◆ Your objective: Every entry should be reproduced word for word.

Data under study Block Start

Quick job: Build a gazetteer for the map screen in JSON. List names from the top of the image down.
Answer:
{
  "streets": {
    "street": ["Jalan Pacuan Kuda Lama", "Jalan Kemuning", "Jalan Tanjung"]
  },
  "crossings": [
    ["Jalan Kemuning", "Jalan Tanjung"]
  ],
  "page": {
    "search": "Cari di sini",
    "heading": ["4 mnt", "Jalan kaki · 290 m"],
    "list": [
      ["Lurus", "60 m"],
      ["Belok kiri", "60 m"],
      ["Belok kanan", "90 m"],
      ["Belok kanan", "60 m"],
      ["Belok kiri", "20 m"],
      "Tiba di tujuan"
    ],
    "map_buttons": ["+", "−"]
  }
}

Data under study Block End

◆ Written solution:
Quick job: Build a gazetteer for the map screen in JSON. List names from the top of the image down.
Answer:
{
  "streets": {
    "street": ["Jalan Pacuan Kuda Lama", "Jalan Kemuning", "Jalan Tanjung"]
  },
  "crossings": [
    ["Jalan Kemuning", "Jalan Tanjung"]
  ],
  "page": {
    "search": "Cari di sini",
    "heading": ["4 mnt", "Jalan kaki · 290 m"],
    "list": [
      ["Lurus", "60 m"],
      ["Belok kiri", "60 m"],
      ["Belok kanan", "90 m"],
      ["Belok kanan", "60 m"],
      ["Belok kiri", "20 m"],
      "Tiba di tujuan"
    ],
    "map_buttons": ["+", "−"]
  }
}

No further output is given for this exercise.